> [SUPPLIED DATA]:
=====
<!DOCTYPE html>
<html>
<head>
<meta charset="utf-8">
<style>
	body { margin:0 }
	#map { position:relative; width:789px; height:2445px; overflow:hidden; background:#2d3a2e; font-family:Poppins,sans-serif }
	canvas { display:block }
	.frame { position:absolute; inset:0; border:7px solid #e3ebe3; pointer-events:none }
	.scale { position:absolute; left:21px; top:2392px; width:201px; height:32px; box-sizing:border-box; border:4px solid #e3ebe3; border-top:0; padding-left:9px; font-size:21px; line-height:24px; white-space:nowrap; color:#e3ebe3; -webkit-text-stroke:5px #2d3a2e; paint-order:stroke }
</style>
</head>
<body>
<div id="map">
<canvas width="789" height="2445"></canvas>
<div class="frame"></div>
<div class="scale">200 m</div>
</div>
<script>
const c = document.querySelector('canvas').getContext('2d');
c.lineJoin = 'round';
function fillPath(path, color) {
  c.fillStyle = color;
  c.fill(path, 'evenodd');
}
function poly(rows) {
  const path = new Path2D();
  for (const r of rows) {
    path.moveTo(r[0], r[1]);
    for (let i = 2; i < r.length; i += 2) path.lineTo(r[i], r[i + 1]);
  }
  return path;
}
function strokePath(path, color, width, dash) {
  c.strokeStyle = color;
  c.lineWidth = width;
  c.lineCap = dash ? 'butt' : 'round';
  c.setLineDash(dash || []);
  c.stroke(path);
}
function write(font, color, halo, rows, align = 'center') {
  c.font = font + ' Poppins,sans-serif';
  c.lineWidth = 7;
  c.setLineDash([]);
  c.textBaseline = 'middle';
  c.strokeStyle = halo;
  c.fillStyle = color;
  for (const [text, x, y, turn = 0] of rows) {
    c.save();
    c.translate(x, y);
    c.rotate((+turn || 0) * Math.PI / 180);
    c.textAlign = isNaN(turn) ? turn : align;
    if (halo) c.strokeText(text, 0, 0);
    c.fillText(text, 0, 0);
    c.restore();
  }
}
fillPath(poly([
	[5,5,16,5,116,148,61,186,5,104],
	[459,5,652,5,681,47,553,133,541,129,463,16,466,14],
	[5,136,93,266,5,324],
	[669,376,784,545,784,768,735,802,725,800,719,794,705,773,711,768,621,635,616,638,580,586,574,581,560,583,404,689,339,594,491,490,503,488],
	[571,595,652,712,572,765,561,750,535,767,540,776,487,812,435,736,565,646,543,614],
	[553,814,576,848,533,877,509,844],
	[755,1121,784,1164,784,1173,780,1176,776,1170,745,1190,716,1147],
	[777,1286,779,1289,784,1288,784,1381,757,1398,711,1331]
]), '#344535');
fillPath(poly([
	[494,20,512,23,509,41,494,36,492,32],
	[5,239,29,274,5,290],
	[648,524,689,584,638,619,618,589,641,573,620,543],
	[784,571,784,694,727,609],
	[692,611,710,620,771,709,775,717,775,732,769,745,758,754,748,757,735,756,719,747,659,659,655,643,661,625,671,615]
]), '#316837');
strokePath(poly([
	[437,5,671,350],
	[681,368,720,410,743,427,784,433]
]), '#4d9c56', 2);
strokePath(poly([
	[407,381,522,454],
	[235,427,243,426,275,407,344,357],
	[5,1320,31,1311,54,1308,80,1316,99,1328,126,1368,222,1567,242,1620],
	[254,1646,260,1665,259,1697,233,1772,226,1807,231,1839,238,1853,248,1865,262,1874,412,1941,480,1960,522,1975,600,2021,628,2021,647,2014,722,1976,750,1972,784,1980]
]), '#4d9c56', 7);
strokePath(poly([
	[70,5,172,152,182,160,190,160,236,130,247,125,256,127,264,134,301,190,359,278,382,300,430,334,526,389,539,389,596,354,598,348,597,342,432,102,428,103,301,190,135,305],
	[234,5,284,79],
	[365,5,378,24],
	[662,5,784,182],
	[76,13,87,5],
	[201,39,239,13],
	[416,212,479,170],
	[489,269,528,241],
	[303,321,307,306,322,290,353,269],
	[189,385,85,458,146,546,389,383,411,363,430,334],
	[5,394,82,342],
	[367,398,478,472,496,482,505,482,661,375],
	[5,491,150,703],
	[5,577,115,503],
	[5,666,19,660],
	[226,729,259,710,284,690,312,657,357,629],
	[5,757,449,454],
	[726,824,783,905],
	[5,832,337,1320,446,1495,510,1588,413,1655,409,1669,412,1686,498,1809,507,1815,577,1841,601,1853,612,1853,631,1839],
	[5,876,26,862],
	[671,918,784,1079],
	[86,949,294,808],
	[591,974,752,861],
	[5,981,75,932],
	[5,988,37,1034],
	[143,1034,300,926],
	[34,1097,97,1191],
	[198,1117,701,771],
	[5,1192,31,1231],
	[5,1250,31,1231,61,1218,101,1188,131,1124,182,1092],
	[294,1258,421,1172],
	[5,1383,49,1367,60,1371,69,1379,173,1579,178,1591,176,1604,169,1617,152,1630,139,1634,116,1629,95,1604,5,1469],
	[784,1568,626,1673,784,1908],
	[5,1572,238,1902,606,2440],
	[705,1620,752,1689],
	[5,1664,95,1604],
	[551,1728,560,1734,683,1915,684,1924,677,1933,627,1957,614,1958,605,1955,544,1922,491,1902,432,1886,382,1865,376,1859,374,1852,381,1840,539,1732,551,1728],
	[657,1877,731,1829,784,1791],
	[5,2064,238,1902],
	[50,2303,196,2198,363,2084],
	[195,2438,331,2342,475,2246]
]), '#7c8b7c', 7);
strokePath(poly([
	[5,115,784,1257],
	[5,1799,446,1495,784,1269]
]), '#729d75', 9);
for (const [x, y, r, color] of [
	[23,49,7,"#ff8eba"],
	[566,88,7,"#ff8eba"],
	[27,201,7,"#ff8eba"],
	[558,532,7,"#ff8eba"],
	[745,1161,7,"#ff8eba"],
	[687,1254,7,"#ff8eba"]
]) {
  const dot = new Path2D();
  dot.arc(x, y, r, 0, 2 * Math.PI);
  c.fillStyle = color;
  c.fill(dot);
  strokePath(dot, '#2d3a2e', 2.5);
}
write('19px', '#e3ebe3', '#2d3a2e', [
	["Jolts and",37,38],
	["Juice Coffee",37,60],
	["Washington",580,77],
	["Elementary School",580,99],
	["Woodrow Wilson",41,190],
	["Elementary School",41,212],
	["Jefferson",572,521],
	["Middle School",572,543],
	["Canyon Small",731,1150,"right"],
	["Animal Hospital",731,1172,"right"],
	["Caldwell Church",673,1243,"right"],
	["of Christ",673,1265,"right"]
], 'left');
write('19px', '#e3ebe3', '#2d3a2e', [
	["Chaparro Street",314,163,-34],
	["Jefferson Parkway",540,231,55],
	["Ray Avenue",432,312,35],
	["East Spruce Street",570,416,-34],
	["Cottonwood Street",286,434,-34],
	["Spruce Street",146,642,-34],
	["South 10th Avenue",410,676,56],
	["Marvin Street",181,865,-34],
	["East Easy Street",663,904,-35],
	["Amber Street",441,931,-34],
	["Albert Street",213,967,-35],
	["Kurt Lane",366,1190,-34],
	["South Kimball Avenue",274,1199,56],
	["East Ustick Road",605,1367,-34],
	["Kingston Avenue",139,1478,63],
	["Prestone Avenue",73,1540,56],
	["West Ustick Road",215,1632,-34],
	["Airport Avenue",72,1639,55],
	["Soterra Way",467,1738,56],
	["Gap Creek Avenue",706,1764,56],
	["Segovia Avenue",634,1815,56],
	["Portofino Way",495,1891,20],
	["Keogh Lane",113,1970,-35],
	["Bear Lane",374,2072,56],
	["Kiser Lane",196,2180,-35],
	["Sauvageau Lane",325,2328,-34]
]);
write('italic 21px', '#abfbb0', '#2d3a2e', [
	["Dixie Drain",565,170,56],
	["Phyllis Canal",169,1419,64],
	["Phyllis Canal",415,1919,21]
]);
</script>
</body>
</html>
=====
Look over the material and return every line where the word "canvas" is found.

> [SOLUTION]:
	canvas { display:block }
<canvas width="789" height="2445"></canvas>
const c = document.querySelector('canvas').getContext('2d');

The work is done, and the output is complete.